Upper bound about cross-sections inside black holes and complexity growth rate

TL;DR

This paper proposes a universal bound on the size of black hole interior cross-sections in AdS spacetimes, supporting a conjecture that relates interior geometry to energy and complexity growth, with implications for black hole physics and quantum information.

Contribution

It introduces a conjectured universal inequality for black hole interior cross-sections and provides proofs for specific symmetric cases, connecting interior geometry with complexity growth bounds.

Findings

Bound on cross-section size in Schwarzschild-AdS black holes

Complexity growth rate upper bound consistent with quantum information theory

Estimate of maximum interior volume for large evaporating black holes

Abstract

This paper studies cross-sections inside black holes and conjectures a universal inequality: in a static $(d+1)$-dimensional asymptotically planar/spherical Schwarzschild-AdS spacetime of given energy $E$ and AdS radius $\ell_{\text{AdS}}$, the ``size of cross-section'' inside black holes is bounded by $8\pi E\ell_{\text{AdS}}/(d-1)$. To support this conjecture, it gives the proofs for cases with spherical/planar symmetries and some special cases without planar/spherical symmetries.
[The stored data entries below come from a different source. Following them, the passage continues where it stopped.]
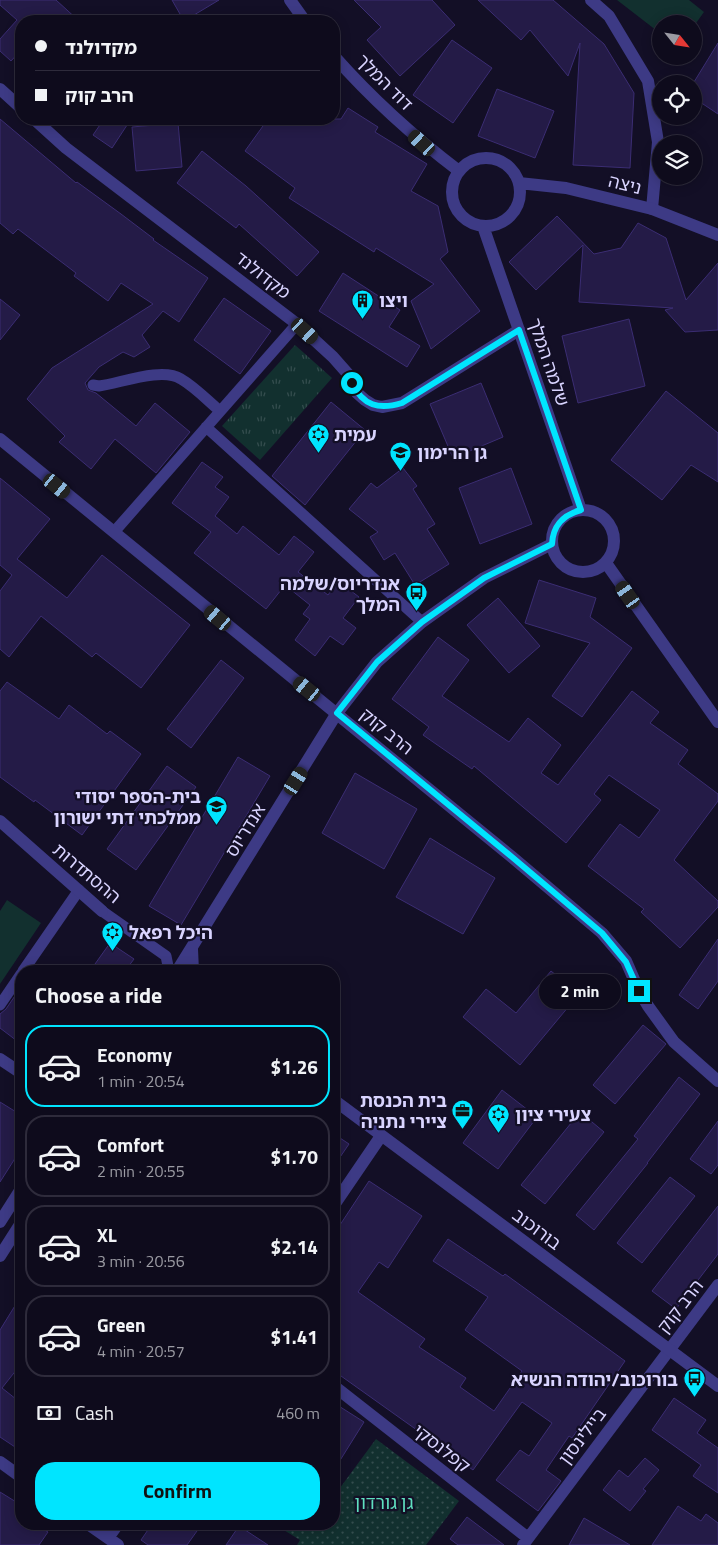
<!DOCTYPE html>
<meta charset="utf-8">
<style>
body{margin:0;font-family:"Titillium Web","Noto Sans Hebrew",sans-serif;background:#1c1929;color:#f1f3f6;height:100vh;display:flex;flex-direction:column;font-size:19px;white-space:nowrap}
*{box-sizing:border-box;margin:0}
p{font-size:16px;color:#9b9ba3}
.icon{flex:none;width:28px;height:28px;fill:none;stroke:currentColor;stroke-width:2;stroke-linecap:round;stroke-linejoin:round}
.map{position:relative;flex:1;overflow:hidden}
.panel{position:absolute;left:15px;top:965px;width:325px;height:565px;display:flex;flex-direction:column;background:#0e0b1c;border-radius:20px;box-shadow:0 2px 12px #0003,0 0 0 1px #2e2b3b}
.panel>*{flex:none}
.hud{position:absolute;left:15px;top:15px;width:325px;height:110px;border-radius:20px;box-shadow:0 2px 12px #0003,0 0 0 1px #2e2b3b;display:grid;align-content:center;height:110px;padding:0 20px;background:#0e0b1c}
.needle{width:32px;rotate:120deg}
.buttons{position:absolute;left:652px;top:15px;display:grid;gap:10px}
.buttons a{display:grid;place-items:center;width:50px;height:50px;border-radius:50%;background:#0e0b1c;box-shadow:0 2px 12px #0003,0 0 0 1px #2e2b3b;font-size:25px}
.end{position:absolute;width:22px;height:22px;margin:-11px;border:6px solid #00e5ff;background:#111;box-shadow:0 0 0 2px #111}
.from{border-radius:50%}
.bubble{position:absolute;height:35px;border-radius:18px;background:#0e0b1c;box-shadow:0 2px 12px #0003,0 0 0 1px #2e2b3b;font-size:16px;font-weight:700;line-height:35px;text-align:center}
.car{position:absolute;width:15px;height:30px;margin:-15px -8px;border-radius:6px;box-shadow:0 0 4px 1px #0007;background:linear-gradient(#222 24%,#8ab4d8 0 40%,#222 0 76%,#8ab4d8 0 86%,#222 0)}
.hud b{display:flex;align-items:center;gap:18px;height:48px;font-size:19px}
.hud b+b{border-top:1px solid #2e2b3b}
.hud i{width:12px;height:12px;background:#f1f3f6}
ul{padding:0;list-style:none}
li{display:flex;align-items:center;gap:15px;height:82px;margin:0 10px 8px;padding:0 10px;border:2px solid #2e2b3b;border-radius:20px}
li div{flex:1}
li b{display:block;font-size:19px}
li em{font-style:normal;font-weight:700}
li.selected{border-color:#00e5ff}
li>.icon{width:45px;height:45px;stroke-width:1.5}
h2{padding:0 20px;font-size:22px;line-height:60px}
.pay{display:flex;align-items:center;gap:12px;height:55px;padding:0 20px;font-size:19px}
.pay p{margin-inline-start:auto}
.cta{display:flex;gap:10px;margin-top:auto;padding:10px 20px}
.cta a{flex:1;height:58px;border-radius:20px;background:#00e5ff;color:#111;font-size:20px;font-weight:700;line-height:58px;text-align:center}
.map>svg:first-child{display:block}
.grass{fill:url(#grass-dots)}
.park{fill:url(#park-tufts)}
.pitch{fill:#12302f}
.building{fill:#241b47;stroke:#3b2d73}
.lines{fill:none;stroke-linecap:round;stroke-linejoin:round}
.pedestrian{stroke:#3d3a85;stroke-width:11}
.minor{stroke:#3d3a85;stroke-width:12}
.tertiary{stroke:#3d3a85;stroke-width:12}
.route{stroke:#00e5ff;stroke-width:6}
.labels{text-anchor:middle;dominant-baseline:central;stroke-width:4.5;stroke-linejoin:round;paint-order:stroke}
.street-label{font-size:18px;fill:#d9d4ff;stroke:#130f26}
.poi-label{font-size:18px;font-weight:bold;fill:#d9d4ff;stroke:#130f26;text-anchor:start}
.park-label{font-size:18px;fill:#5fe0c0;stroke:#130f26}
</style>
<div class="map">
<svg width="718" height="1545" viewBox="0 0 718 1545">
<defs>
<pattern id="grass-dots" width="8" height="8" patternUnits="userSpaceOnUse" patternTransform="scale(1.25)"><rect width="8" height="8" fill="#12302f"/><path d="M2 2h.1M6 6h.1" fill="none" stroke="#344d4e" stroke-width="1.8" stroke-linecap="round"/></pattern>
<pattern id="park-tufts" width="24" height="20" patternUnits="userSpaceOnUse" patternTransform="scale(1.25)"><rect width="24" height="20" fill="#12302f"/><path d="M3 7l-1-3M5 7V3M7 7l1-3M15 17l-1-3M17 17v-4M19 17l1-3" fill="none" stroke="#344d4e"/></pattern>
</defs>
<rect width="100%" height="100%" fill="#130f26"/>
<path class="grass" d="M376,1439l83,62 -33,44h-129l3,-5 -26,-16h60v-28z"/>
<path class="park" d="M295,345l37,33 -72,82 -38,-34z"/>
<path class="pitch" d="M617,0h72l15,12 -10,14v-2h-33v10z
M7,900l34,23 -41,61v-73z"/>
<path class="building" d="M0,0h56l23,21h-58v29l-10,11 -11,-10v-12l17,-19 -17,-15z
M172,0h47l-35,21z
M354,0h78l23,25 -55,51 -33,-36 14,-13z
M478,0h75l51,44 30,49 -4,75 -57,-3 7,-122 -12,33 -38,-46 -9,10z
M452,40l40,28 -39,55 -40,-28z
M718,43v71l-24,-16v-16z
M497,89l57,22 -19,47 -57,-22z
M348,108l30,19 -3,5 52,32 -16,27 27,15 10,46 -8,7 40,52 -49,38 -20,-48 23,-17 -58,-36 -2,4 -85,-54 6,-10 -50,-37 23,-32h73z
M0,119l76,64 1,-1 44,32 33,25 -1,1 55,38 -29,44 -16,-11 -21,24 8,12 -16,10 -11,-5 -24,15 -14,16 3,7 8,3 40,33 19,-23 35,29 -34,41 -41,-34 -24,30 -32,-27 6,-6 -38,-37 25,-31 101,-64 -32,-21 -13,18 -34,-25 2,-3 -58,-44 -5,5 -13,-11z
M104,119h27l-19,29 -19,-13z
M178,123l4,44 -46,4 -4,-44z
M202,151l44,35 73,66 -22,24 -58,-52 -3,4 -59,-45z
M557,216l37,38 27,-6 17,-25 28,15 20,62 32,-37v67l-33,2 -20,-22 8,-2 -94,-6 4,-57 -47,45 -27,-28z
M343,273l57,37 -11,17 31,19 -13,21 -88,-56z
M224,298l47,33 -31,43 -46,-34z
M0,299l20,16 -20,25z
M629,319l16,67 -67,17 -16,-67z
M481,383l22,54 -50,21 -23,-54z
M666,391l52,42v49l-27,-17 -29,35 -51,-40z
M331,402l34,28 -60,75 -33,-29z
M202,462l21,15 -8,10 14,10 -14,19 22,18 6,-8 36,29 15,-19 20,16 -16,20 30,23 10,-14 21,16 -16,21 13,10 -13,17 -13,-9 -15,20 -20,-16 15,-21 -7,-5 7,-9 -25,-20 -19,24 -72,-56 17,-21 -39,-29z
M403,468l14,18 -4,3 22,35 -8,5 22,35 -34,21 -20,-32 -11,7 -14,-23 8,-5 -29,-23 22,-26 6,5z
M511,468l21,56 -52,20 -21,-56z
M0,478l50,41 -33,40 50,39 35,-43 88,70 -49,63 -45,-35 -4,4 -51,-41 -32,41 -9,-8v-58l12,-16 -12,-10z
M539,580l57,18 -6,19 42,31 -50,69 -30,-21 38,-53 -65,-20z
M498,598l42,48 -31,27 -42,-48z
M438,637l31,23 -27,36 67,46 19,-24 33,27 -20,28 17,12 74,-94 27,21 -9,11 38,27 -10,14 40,30v7l-44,59 44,41v6l-38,41 -39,-36 3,-3 -56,-43 32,-42 19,14 21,-28 -51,-35 -15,19 7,6 -35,43 -92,-77 -2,3 -49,-34 6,-8 -37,-28z
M221,660l23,18 -53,70 -24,-19z
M7,682l52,37 10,-14 38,29 3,-3 31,23 -59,81 -47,-35 -1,2 -34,-25v-86z
M238,757l32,19 -89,149 -32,-19z
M167,766l29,21 -60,83 -29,-21z
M355,773l62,36 -33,60 -62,-36z
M430,838l65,40 -32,56 -67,-37z
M718,939v42l-20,28 -19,-14z
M110,943l24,16 -9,12h-35z
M551,971l28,23 -59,71 -57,-48 23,-28 30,24z
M21,987v57l-21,-16v-14l6,-5z
M643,1025l23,19 -51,60 -22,-19z
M679,1077l21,17 -53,69h1l-54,67 -18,-15 62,-76 -4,-3z
M502,1090l35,27 -39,52 -35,-26z
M0,1102l21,13v34l-21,33z
M580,1112l24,20 -59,72 -24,-19z
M718,1121v44l-7,9 -21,-15z
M334,1134l15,10 -15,22z
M670,1177l25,19 -53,67 -25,-20z
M369,1181l53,35 -34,52 -9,-6 -21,30 67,47 -6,8 47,31 -6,9 34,24 28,-40 -57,-41 23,-33 -55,-36 15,-22 55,37 2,-2 120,87 -53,77 -3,-2 -23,34 15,11 -23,30 -42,-31 24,-30 9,6 23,-33 -30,-21 -49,68 -139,-99v-137z
M718,1206v48l-42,55 -24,-18z
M21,1296v68l-19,24 19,15v48l-21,-14v-107z
M674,1398l32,22 -9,13 21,15v45l-25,-17 8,-11 -49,-35z
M334,1403l30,19 -30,48z
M645,1458l14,12 -16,19 3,2 -16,20 -27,-21 16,-20 9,7z
M0,1492l21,13v19h14l13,8 -9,13h-39z
M678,1506l23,15 5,-7 12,9v22h-66z
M467,1517l37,28h-46l-8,-6z
M584,1518l46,27h-61z
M152,1524h50l-15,21h-39l-7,-5z
M239,1526l29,19h-42z"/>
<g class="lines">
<path class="pedestrian" d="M93,385l6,1c22,-3 63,-19 82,-7 14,8 27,22 39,32
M206,427l216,195
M114,532l183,-208
M102,911l64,45 3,15
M23,971l56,-81
M0,1005l21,-31"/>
<path class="minor" d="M591,0l18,16 39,65 10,61 -6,67
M0,89l21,19
M34,119l32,29 231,176 36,33 15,17 9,19 8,7 8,5 9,2 20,-4 117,-73
M0,439l512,418 90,76 24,28 13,30 9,15 26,36 44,39
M0,821l102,90
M334,1205l47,-69
M334,1386l194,152
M0,1462l21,15
M88,1524l30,21
M108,1538l10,-14
M523,1545l195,-260"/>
<path class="tertiary" d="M290,0l15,21
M334,56c38,43 79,80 125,115
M452 192a34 34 0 1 1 68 0a34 34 0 1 1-68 0Z
M519,183l47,5 86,21 66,26
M483,226l98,284
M552 541a31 31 0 1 1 62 0a31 31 0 1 1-62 0Z
M606,563l112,159
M192,949l1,22
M177,971l160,-258 40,-51 45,-40 62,-44 68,-34
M0,1059l21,14
M334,1100l384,286
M0,1222l21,-33
M0,1256l21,-33"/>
</g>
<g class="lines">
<path class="route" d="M352,383c11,23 27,27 50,20l117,-73 62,180c-18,5 -28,15 -29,34l-68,34 -62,44 -45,40 -40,51 175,144 90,76 24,29 13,29"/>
</g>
<defs>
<symbol id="building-pin" viewBox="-11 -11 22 30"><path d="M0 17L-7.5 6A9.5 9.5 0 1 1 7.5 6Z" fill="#00e5ff" stroke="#130f26"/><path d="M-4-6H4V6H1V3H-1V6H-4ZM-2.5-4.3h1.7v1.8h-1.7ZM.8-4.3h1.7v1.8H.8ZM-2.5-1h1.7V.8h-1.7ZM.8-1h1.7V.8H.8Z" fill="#111"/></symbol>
<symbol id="synagogue-pin" viewBox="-11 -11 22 30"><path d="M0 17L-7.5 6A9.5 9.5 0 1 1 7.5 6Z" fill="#00e5ff" stroke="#130f26"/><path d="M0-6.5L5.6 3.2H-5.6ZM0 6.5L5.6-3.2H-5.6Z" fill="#111"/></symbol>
<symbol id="school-pin" viewBox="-11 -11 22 30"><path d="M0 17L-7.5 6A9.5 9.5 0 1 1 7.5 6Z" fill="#00e5ff" stroke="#130f26"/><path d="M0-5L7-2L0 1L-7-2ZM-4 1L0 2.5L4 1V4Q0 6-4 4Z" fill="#111"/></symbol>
<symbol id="bus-pin" viewBox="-11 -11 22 30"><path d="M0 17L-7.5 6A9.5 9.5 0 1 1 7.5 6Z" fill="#00e5ff" stroke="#130f26"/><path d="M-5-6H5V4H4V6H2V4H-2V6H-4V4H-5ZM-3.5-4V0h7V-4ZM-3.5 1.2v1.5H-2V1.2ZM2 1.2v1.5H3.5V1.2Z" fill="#111"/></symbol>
<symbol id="office-pin" viewBox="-11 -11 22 30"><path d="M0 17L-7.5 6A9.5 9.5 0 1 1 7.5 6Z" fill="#00e5ff" stroke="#130f26"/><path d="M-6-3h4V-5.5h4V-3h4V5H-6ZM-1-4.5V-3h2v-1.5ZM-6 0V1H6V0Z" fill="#111"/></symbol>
</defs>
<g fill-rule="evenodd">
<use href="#building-pin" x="350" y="288" width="25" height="34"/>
<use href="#synagogue-pin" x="306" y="422" width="25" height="34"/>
<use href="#school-pin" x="388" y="440" width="25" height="34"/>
<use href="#bus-pin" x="404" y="580" width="25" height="34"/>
<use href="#school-pin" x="204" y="794" width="25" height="34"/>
<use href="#synagogue-pin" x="100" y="920" width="25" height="34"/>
<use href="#office-pin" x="450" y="1098" width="25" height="34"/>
<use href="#synagogue-pin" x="486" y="1102" width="25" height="34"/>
<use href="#bus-pin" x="682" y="1366" width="25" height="34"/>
</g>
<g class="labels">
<g class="street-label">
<text transform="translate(385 82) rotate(45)">דוד המלך</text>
<text transform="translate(625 184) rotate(14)">ניצה</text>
<text transform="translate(263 275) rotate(38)">מקדולנד</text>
<text transform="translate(549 362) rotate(71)">שלמה המלך</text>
<text transform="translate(387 731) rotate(39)">הרב קוק</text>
<text transform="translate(245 830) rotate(-58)">אנדריוס</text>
<text transform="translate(87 873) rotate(40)">ההסתדרות</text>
<text transform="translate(537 1229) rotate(37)">בורוכוב</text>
<text transform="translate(680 1306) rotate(-52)">הרב קוק</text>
<text transform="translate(582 1436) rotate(-53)">ביילינסון</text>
<text transform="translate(442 1448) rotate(38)">קפלנסקי</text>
</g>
<g class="poi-label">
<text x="379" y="300">ויצו</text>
<text x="334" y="434">עמית</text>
<text x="417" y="452">גן הרימון</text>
<text x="400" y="583" text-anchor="end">אנדריוס/שלמה<tspan x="400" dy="21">המלך</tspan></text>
<text x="201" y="796" text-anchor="end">בית-הספר יסודי<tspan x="201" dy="21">ממלכתי דתי ישורון</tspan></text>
<text x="129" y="932">היכל רפאל</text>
<text x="447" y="1100" text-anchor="end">בית הכנסת<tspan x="447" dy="21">ציירי נתניה</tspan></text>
<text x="515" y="1114">צעירי ציון</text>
<text x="678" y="1379" text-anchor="end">בורוכוב/יהודה הנשיא</text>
</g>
<g class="park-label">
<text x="384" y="1502">גן גורדון</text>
</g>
</g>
</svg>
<div class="buttons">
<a><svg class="needle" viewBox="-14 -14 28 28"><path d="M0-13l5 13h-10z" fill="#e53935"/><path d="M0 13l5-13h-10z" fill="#9b9ba3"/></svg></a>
<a><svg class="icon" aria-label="locate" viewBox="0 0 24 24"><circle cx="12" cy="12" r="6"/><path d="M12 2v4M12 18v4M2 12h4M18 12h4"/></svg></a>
<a><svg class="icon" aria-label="layers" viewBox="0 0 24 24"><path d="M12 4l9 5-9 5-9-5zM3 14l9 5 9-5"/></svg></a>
</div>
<i class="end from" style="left:352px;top:383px"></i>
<i class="end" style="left:639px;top:991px"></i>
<div class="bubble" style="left:539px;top:974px;width:82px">2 min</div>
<i class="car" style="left:422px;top:143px;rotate:312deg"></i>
<i class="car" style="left:305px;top:331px;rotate:132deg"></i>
<i class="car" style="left:57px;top:486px;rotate:129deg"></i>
<i class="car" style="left:628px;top:595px;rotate:325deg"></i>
<i class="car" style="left:218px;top:618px;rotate:310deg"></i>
<i class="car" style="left:307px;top:689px;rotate:309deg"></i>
<i class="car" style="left:296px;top:781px;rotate:32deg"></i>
<div class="hud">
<b><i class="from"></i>מקדולנד</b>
<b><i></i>הרב קוק</b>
</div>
<section class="panel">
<h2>Choose a ride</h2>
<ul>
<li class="selected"><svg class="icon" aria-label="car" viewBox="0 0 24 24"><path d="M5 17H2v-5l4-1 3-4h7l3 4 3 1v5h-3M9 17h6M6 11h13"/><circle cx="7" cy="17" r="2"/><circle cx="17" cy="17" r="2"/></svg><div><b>Economy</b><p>1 min · 20:54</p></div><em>$1.26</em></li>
<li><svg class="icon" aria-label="car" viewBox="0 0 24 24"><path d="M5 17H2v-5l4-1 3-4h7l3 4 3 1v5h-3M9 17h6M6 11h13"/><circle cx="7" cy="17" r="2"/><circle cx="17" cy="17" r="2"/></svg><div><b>Comfort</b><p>2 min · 20:55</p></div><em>$1.70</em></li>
<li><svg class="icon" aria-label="car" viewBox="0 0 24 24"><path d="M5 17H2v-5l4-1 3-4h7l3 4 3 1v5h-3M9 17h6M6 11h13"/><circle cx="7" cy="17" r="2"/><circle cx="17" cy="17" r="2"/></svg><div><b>XL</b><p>3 min · 20:56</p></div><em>$2.14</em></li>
<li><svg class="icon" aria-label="car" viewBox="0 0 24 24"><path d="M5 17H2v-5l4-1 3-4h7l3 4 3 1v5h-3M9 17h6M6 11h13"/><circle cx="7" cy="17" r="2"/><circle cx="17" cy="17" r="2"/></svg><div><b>Green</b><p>4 min · 20:57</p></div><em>$1.41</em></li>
</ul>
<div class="pay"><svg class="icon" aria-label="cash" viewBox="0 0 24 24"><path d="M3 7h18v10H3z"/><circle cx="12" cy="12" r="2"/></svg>Cash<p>460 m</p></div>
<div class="cta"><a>Confirm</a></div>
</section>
</div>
As one corollary, it shows that the complexity growth rate in complexity-volume conjecture satisfies the upper bound argued by quantum information theory. This makes a first step towards proving the conjecture that the vacuum black hole has fastest complexity growth in the systems of same energy. It also finds a similar bound for asymptotically flat black holes, which gives us an estimation on the largest interior volume of a large evaporating black hole.